By Julia Matar • January 2026
When I graduated with my Bachelor of Industrial Design, I truly believed that freelancing would give me the ultimate freedom. I pictured myself working from cafés, choosing my own clients, and building a multidisciplinary career like a calm, empowered creative goddess.
Reality check: freelancing is actually the Olympics of multitasking, emotional resilience, and pretending you’re not panicking when a client says, “Quick question…” at 11:47 PM.
The Myth of Being Your Own Boss
On paper, I’m self-employed. In real life, every client I take is basically a different boss with a different personality, different expectations, and different definitions of the word “urgent.” One client gives you a three-month deadline for a two-day task. Another client wants a full collection, 3D renderings, brand strategy, and maybe world peace by tomorrow morning. And somehow you agree.
Because you’re a freelancer. And freelancers have the same disease: we think we can do everything, everywhere, all at once. Clients often come with ideas that are “like 90% done,” which, in freelance language, translates to: “We have no idea what we want, but we will know what we don’t want the moment you send it.”
At this point, design thinking stops being a gentle methodology and becomes a survival instinct. You learn to clarify chaos, read between the lines, and translate sentences like “make it pop” into something that actually exists.
My Dubai Gig: Stress, Glamour, and Zero Sleep
Freelancing can be chaotic but then you get gigs that remind you why you do it.
I flew to Dubai for a fashion project, thinking it would be challenging but reasonable. Instead, the client needed 40+ outfits, all in multiple colour palettes, all in 3D, and all in three days.
Three days.
I drank more coffee in those 72 hours than a human body should legally be allowed to.
I worked until I fell asleep mid-render.
I woke up thinking about jacket silhouettes.

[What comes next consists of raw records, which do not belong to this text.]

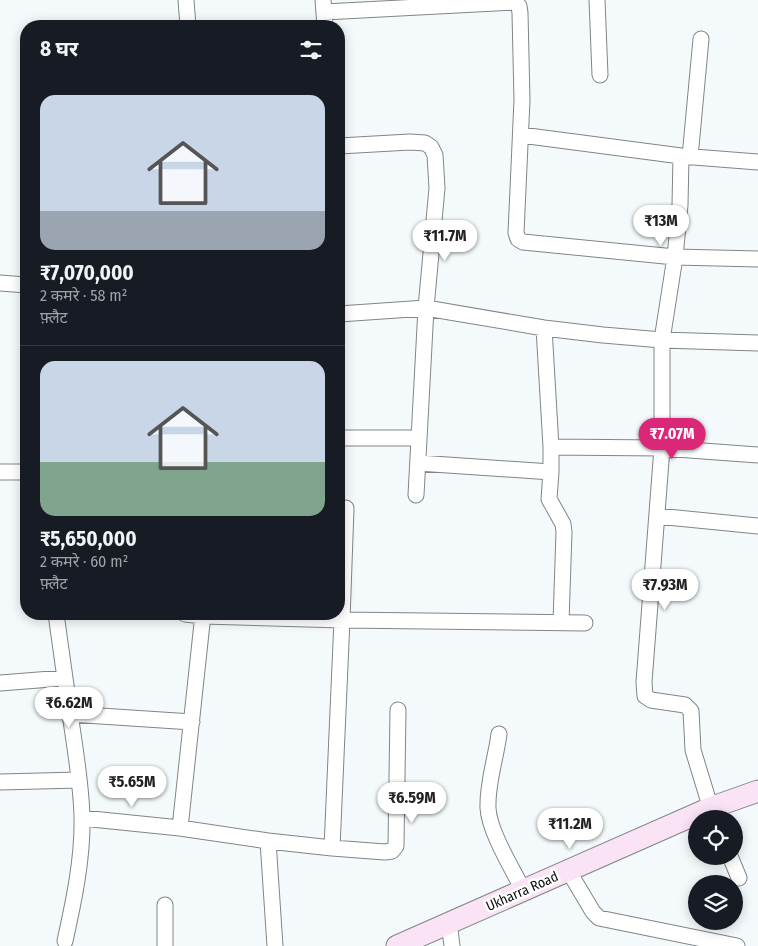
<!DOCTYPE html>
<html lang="hi">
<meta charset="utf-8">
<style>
body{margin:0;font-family:"Fira Sans Condensed","Noto Sans Devanagari",sans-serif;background:#20242c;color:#f1f3f6;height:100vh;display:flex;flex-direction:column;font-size:19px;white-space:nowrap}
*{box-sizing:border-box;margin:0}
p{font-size:16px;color:#9ea1a6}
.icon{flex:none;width:28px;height:28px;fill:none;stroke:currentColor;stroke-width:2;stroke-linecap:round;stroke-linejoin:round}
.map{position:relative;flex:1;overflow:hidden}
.details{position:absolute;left:20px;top:20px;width:325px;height:600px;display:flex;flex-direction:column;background:#171b24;border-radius:20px;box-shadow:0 2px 12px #0003}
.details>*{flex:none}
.buttons{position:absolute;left:688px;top:810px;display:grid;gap:10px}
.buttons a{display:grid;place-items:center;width:55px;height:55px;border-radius:50%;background:#171b24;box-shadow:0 2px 12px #0003;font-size:25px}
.price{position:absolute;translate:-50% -42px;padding:0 11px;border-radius:18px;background:#fff;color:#222;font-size:16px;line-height:32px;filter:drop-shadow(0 1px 2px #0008)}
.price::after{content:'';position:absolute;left:50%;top:30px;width:15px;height:11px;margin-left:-8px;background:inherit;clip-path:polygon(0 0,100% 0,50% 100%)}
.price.current{background:#db2777;color:#fff}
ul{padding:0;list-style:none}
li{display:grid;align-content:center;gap:10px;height:265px;padding:0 20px}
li+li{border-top:1px solid #363941}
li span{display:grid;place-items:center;height:155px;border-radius:15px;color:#555}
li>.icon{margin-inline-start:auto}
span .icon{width:90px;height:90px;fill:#fffc;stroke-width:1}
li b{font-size:21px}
h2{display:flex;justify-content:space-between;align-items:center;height:60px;padding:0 20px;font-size:21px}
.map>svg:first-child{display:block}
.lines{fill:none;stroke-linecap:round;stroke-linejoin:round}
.street-casing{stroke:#808586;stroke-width:17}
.secondary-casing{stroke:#808586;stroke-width:23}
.street{stroke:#fff;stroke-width:15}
.secondary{stroke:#fae3f5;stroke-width:21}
.labels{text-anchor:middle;stroke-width:5;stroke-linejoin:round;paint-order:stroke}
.street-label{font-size:14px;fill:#0f1011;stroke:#fff}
</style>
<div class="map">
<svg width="758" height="946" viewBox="0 0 758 946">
<rect width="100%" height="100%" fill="#f4fafb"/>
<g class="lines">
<g class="street-casing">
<path id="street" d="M186 0 188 26
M323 0 325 26
M597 0 600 75
M324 12 515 2 519 6 520 13 522 100 516 233 518 239 523 242 675 257 758 259
M521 135 681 156 758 162
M339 146 410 142 425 143 431 147 435 155 437 188 426 308 416 495
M690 157 701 39
M0 283 26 285
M339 314 426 308 544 328 603 335 662 340 758 343
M544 328 551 447V472L549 499 563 524 564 532 561 622
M339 438H419
M551 447 662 448V340L675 257 680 205 681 156
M418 463 551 472
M0 472H26
M657 516 758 526
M56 614 70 714 192 722
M185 614 203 616 342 620 346 508
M203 614 180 828 268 841 275 946
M0 683 64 678
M499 734C496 758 487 783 488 808 489 831 512 868 523 890
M0 782 79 780
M82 818 180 828
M714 819 693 750 691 711 685 705 651 700 645 696 644 682 662 448 758 455
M268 841 332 848 342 620 585 623
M332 848 385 852 392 851 396 846 398 710
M730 856 739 878
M568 870 593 912 599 918 737 946
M165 905V946
M449 922 452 946
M65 941C74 900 83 858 82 816 81 782 75 748 70 714"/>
</g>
<g class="secondary-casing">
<path id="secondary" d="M397 946 710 808 758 791"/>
</g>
<use href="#street" class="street"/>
<use href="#secondary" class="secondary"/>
</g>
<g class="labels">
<g class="street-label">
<text transform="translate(522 891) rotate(-24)" y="5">Ukharra Road</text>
</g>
</g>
</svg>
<div class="buttons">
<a><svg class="icon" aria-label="locate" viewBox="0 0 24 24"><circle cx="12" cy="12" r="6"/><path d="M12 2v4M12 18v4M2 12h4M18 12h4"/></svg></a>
<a><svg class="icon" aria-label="layers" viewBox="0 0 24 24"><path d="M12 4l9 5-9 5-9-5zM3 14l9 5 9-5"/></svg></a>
</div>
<b class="price" style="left:661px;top:247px">₹13M</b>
<b class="price" style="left:445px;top:262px">₹11.7M</b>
<b class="price current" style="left:672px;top:460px">₹7.07M</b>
<b class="price" style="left:665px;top:611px">₹7.93M</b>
<b class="price" style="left:69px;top:729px">₹6.62M</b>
<b class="price" style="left:132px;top:808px">₹5.65M</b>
<b class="price" style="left:412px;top:824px">₹6.59M</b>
<b class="price" style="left:570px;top:850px">₹11.2M</b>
<section class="details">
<h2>8 घर<svg class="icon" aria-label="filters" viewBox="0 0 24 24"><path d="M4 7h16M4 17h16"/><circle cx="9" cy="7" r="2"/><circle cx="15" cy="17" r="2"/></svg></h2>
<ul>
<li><span style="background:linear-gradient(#c9d6e8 75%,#9aa5b1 0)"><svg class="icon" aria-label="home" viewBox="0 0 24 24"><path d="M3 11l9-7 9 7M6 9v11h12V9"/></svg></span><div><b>₹7,070,000</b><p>2 कमरे · 58 m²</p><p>फ़्लैट</p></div></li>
<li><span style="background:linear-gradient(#c9d6e8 65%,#7fa58c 0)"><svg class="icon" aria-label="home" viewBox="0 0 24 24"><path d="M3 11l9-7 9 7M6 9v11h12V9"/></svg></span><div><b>₹5,650,000</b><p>2 कमरे · 60 m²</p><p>फ़्लैट</p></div></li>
</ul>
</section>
</div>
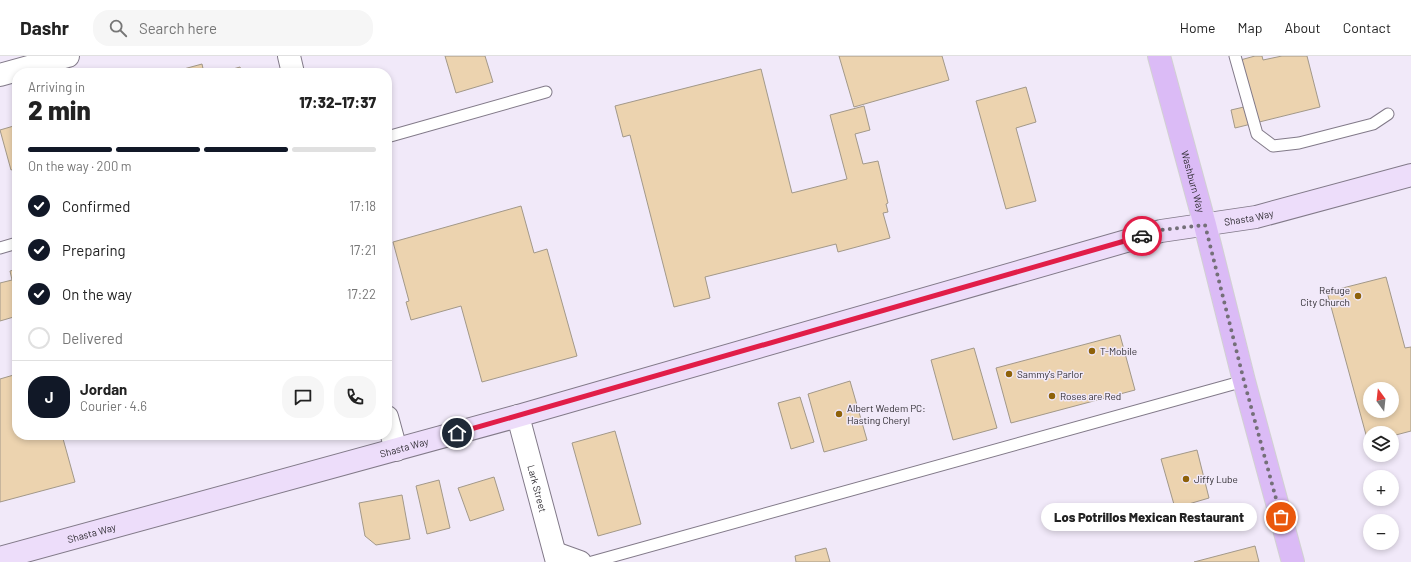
<!DOCTYPE html>
<meta charset="utf-8">
<style>
body{margin:0;font-family:Barlow,sans-serif;background:#f6f6f6;color:#222;height:100vh;display:flex;flex-direction:column;font-size:15px;white-space:nowrap}
*{box-sizing:border-box;margin:0}
p{font-size:13px;color:#767676}
.icon{flex:none;width:22px;height:22px;fill:none;stroke:currentColor;stroke-width:2;stroke-linecap:round;stroke-linejoin:round}
.map{position:relative;flex:1;overflow:hidden}
.sheet{position:absolute;left:12px;top:12px;width:380px;height:372px;display:flex;flex-direction:column;background:#fff;border-radius:16px;box-shadow:0 2px 6px #0003}
.sheet>*{flex:none}
.needle{width:26px;rotate:345deg}
.tools{position:absolute;left:1363px;top:326px;display:grid;gap:8px}
.tools a{display:grid;place-items:center;width:36px;height:36px;border-radius:50%;background:#fff;box-shadow:0 2px 6px #0003;font-size:20px}
.pin{position:absolute;display:grid;place-items:center;width:34px;height:34px;color:#fff;margin:-17px;border:2px solid #fff;border-radius:50%;box-shadow:0 1px 4px #0007}
.courier{position:absolute;display:grid;place-items:center;width:40px;height:40px;margin:-20px;border:3px solid #e11d48;border-radius:50%;background:#fff;color:#222;box-shadow:0 1px 5px #0007}
.bubble{position:absolute;height:28px;border-radius:14px;background:#fff;box-shadow:0 2px 6px #0003;font-size:13px;font-weight:800;line-height:28px;text-align:center}
.head em{font-style:normal;font-weight:800}
.head div{display:flex;flex-direction:column-reverse}
.head{display:flex;align-items:center;justify-content:space-between;height:68px;padding:0 16px}
h1{font-size:26px;font-weight:800;line-height:30px}
.bar{display:grid;grid-template-columns:repeat(4,1fr);gap:6px 4px;align-content:center;height:48px;padding:0 16px}
.bar i{height:5px;border-radius:3px;background:#e0e0e0}
.bar .on{background:#111827}
.bar p{grid-column:span 4}
.line{display:flex;align-items:center;gap:10px;padding:0 16px;border-top:1px solid #e0e0e0}
.line div{flex:1}
.round{display:grid;place-items:center;flex:none;width:42px;height:42px;border-radius:16px;background:#f6f6f6}
ol{padding:0 16px;list-style:none}
li{display:flex;align-items:center;gap:12px;height:44px}
li p{margin-inline-start:auto}
li .icon{padding:4px;border-radius:50%;background:#111827;color:#fff;stroke-width:4}
li:last-child{color:#767676}
li i{width:22px;height:22px;border:2px solid #e0e0e0;border-radius:50%}
header{display:flex;align-items:center;gap:24px;box-sizing:border-box;height:56px;padding:0 20px;background:#fff;border-bottom:1px solid #e0e0e0}
header strong{font-size:19px}
nav{display:flex;gap:22px;margin-inline-start:auto;font-size:14px}
.search{width:280px;height:36px;background:#f6f6f6;display:flex;align-items:center;gap:10px;box-sizing:border-box;padding:0 14px;border-radius:16px;color:#767676;font-size:15px}
.map>svg:first-child{display:block}
.building{fill:#ecd3af;stroke:#a29889;fill-rule:evenodd}
.lines{fill:none;stroke-linecap:round;stroke-linejoin:round}
.service-casing{stroke:#827a89;stroke-width:13}
.minor-casing{stroke:#827a89;stroke-width:24}
.secondary-casing{stroke:#827a89;stroke-width:24}
.primary-casing{stroke:#d1d1d2;stroke-width:24}
.service{stroke:#fff;stroke-width:11}
.minor{stroke:#fff;stroke-width:22}
.secondary{stroke:#edddfa;stroke-width:22}
.primary{stroke:#dbbbf6;stroke-width:22}
.done{stroke:#746f78;stroke-width:4;stroke-dasharray:0 7.2}
.route{stroke:#e11d48;stroke-width:5}
.poi-dot{fill:#8e6109;stroke:#f1e9f9;stroke-width:1.5}
.labels{text-anchor:middle;stroke-width:3;stroke-linejoin:round;paint-order:stroke}
.street-label{font-size:10px;fill:#302d33;stroke:#f1e9f9}
.poi-label{font-size:10px;fill:#302d33;stroke:#f1e9f9;text-anchor:start}
</style>
<header>
<strong>Dashr</strong>
<div class="search"><svg class="icon" aria-label="search" viewBox="0 0 24 24"><circle cx="10" cy="10" r="6"/><path d="M15 15l6 6"/></svg>Search here</div>
<nav><a>Home</a><a>Map</a><a>About</a><a>Contact</a></nav>
</header>
<div class="map">
<svg width="1411" height="506" viewBox="0 0 1411 506">
<rect width="100%" height="100%" fill="#f1e9f9"/>
<!-- building -->
<path class="building" d="M445 0H485L493 26 456 37Z
M839 0H942L949 24 854 51Z
M1255 0H1262L1263 4 1282 0H1307L1320 51 1235 72 1231 54 1244 51 1233 6Z
M202 8 204 17H169Z
M240 11 242 17H219Z
M761 13 792 137 847 123 830 59 864 50 870 74 855 78 863 108 878 105 888 147 886 148 888 156 883 157 890 182 838 196 836 188 705 221 710 242 674 251 630 79 623 81 615 50Z
M1026 31 1036 66 1016 72 1036 145 1006 153 976 45Z
M17 69V112L11 114 0 74Z
M521 150 534 197 547 193 577 300 482 326 461 250 411 264 406 246 409 245 393 186Z
M17 213V260L0 265V227L12 224 10 215Z
M1386 221 1405 292 1411 291V375L1392 380V377H1370V386H1368L1327 236ZM1370 333H1392V355H1370Z
M1120 279 1135 334 1011 367 996 312Z
M974 292 997 372 953 384 931 304Z
M17 318V379H62L75 426 0 446V323Z
M850 325 867 384 824 396 808 338Z
M800 341 814 386 791 393 778 347Z
M615 375 641 468 598 480 572 387Z
M1197 394 1209 442 1175 452 1161 403Z
M494 421 504 454 470 465 458 432Z
M439 424 450 472 427 478 416 430Z
M402 439 410 483 376 489 365 480 359 447Z
M1255 490 1259 506H1194Z
M826 492 830 506H796L795 500Z"/>
<g class="lines">
<defs>
<path id="service" d="M1235 0 1257 78 1273 90 1299 87 1373 68 1388 58
M387 81 546 36
M0 192 17 187
M592 506 1244 325"/>
<g id="minor">
<path d="M289 0 293 17"/>
<path d="M0 19 68 0"/>
<path id="s1" d="M518 360 557 506"/>
<path d="M387 361 396 394"/>
<path d="M555 497 580 506"/>
</g>
<g id="secondary">
<path id="s2" d="M0 502 518 360 1161 175 1256 161 1411 119"/>
</g>
<g id="primary">
<path id="s3" d="M1159 0 1205 169 1244 325 1293 506"/>
</g>
</defs>
<!-- service casing -->
<use href="#service" class="service-casing"/>
<!-- minor casing -->
<use href="#minor" class="minor-casing"/>
<!-- secondary casing -->
<use href="#secondary" class="secondary-casing"/>
<!-- primary casing -->
<use href="#primary" class="primary-casing"/>
<!-- service -->
<use href="#service" class="service"/>
<!-- minor -->
<use href="#minor" class="minor"/>
<!-- secondary -->
<use href="#secondary" class="secondary"/>
<!-- primary -->
<use href="#primary" class="primary"/>
</g>
<g class="lines">
<!-- done -->
<path class="done" d="M1142 180 1161 174 1205 169 1244 325 1281 461"/>
<!-- route -->
<path class="route" d="M457 377 1142 180"/>
</g>
<!-- markers -->
<g class="poi-dot">
<circle cx="1358" cy="240" r="4"/>
<circle cx="1092" cy="295" r="4"/>
<circle cx="1009" cy="318" r="4"/>
<circle cx="1052" cy="340" r="4"/>
<circle cx="839" cy="358" r="4"/>
<circle cx="1186" cy="423" r="4"/>
</g>
<g class="labels">
<!-- street labels -->
<g class="street-label">
<text dy="4" stroke="none"><textPath href="#s3" startOffset="130">Washburn Way</textPath></text>
<text dy="4" stroke="none"><textPath href="#s2" startOffset="1295">Shasta Way</textPath></text>
<text dy="4" stroke="none"><textPath href="#s2" startOffset="419">Shasta Way</textPath></text>
<text dy="4" stroke="none"><textPath href="#s1" startOffset="75">Lark Street</textPath></text>
<text dy="4" stroke="none"><textPath href="#s2" startOffset="95">Shasta Way</textPath></text>
</g>
<!-- poi labels -->
<g class="poi-label">
<text x="1350" y="238" text-anchor="end">Refuge<tspan x="1350" dy="12">City Church</tspan></text>
<text x="1100" y="299">T-Mobile</text>
<text x="1017" y="322">Sammy's Parlor</text>
<text x="1060" y="344">Roses are Red</text>
<text x="847" y="356">Albert Wedem PC:<tspan x="847" dy="12">Hasting Cheryl</tspan></text>
<text x="1194" y="427">Jiffy Lube</text>
</g>
</g>
</svg>
<div class="tools">
<a><svg class="needle" viewBox="-14 -14 28 28"><path d="M0-13l5 13h-10z" fill="#e53935"/><path d="M0 13l5-13h-10z" fill="#767676"/></svg></a>
<a><svg class="icon" aria-label="layers" viewBox="0 0 24 24"><path d="M12 4l9 5-9 5-9-5zM3 14l9 5 9-5"/></svg></a>
<a>+</a>
<a>−</a>
</div>
<div class="pin" style="left:1281px;top:461px;background:#ea580c"><svg class="icon" aria-label="bag" viewBox="0 0 24 24"><path d="M5 8h14l-1 12H6zM9 8a3 3 0 0 1 6 0"/></svg></div>
<div class="pin" style="left:457px;top:377px;background:#1f2937"><svg class="icon" aria-label="home" viewBox="0 0 24 24"><path d="M3 11l9-7 9 7M6 9v11h12V9"/></svg></div>
<div class="courier" style="left:1142px;top:180px"><svg class="icon" aria-label="car" viewBox="0 0 24 24"><path d="M5 17H2v-5l4-1 3-4h7l3 4 3 1v5h-3M9 17h6M6 11h13"/><circle cx="7" cy="17" r="2"/><circle cx="17" cy="17" r="2"/></svg></div>
<div class="bubble" style="left:1041px;top:447px;width:216px">Los Potrillos Mexican Restaurant</div>
<section class="sheet">
<div class="head"><div><h1>2 min</h1><p>Arriving in</p></div><em>17:32–17:37</em></div>
<div class="bar"><i class="on"></i><i class="on"></i><i class="on"></i><i></i><p>On the way · 200 m</p></div>
<ol>
<li><svg class="icon" aria-label="check" viewBox="0 0 24 24"><path d="M5 12l5 5 9-10"/></svg>Confirmed<p>17:18</p></li>
<li><svg class="icon" aria-label="check" viewBox="0 0 24 24"><path d="M5 12l5 5 9-10"/></svg>Preparing<p>17:21</p></li>
<li><svg class="icon" aria-label="check" viewBox="0 0 24 24"><path d="M5 12l5 5 9-10"/></svg>On the way<p>17:22</p></li>
<li><i></i>Delivered</li>
</ol>
<div class="line" style="height:72px"><b class="round" style="background:#111827;color:#fff">J</b><div><b>Jordan</b><p>Courier · 4.6</p></div><a class="round"><svg class="icon" aria-label="chat" viewBox="0 0 24 24"><path d="M4 5h16v11H9l-5 4z"/></svg></a><a class="round"><svg class="icon" aria-label="phone" viewBox="0 0 24 24"><path d="M5 4h4l2 5-3 2q2 4 5 5l2-3 5 2v4C11 20 4 13 5 4z"/></svg></a></div>
</section>
</div>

But I delivered everything on time—and even created a marketing introduction and gallery presentation because, apparently, when I’m extremely stressed I become more productive.
The best part?
They paid me well.
Short deadlines come with blessed price tags, and God rewards the sleep-deprived.
Why Freelancing Still Wins
For all the chaos, freelancing has a strange, addictive charm.
You learn discipline because no one is standing behind you telling you to work.
You learn communication because if you don’t, revisions will eat your soul.
You learn boundaries—eventually, after several psychological breakdowns.
You learn value, because you start realizing your time, skill, and peace of mind actually cost money.
Most importantly, you discover that you’re capable of more than you imagined. You’re adaptable, resourceful, fast, and creative under pressure. You get to touch different industries, meet people who rely on your ideas, and build a career that doesn’t look like anyone else’s. Freelancing is messy, loud, unpredictable—and honestly, kind of hilarious.
But it’s also empowering.

About Julia Matar
Julia Matar is a 26-year-old Canadian–Lebanese multidisciplinary designer and Junior Industrial Designer based in Canada. She holds a Bachelor of Industrial Design from Carleton University and works across product design, UI/UX, branding, and visual communication. Her freelance career has taken her across industries and continents, from fast-paced fashion projects in Dubai to branding and product visualization work in North America. Julia’s design approach blends structured design thinking with real-world adaptability, making her work both strategic and creatively intuitive.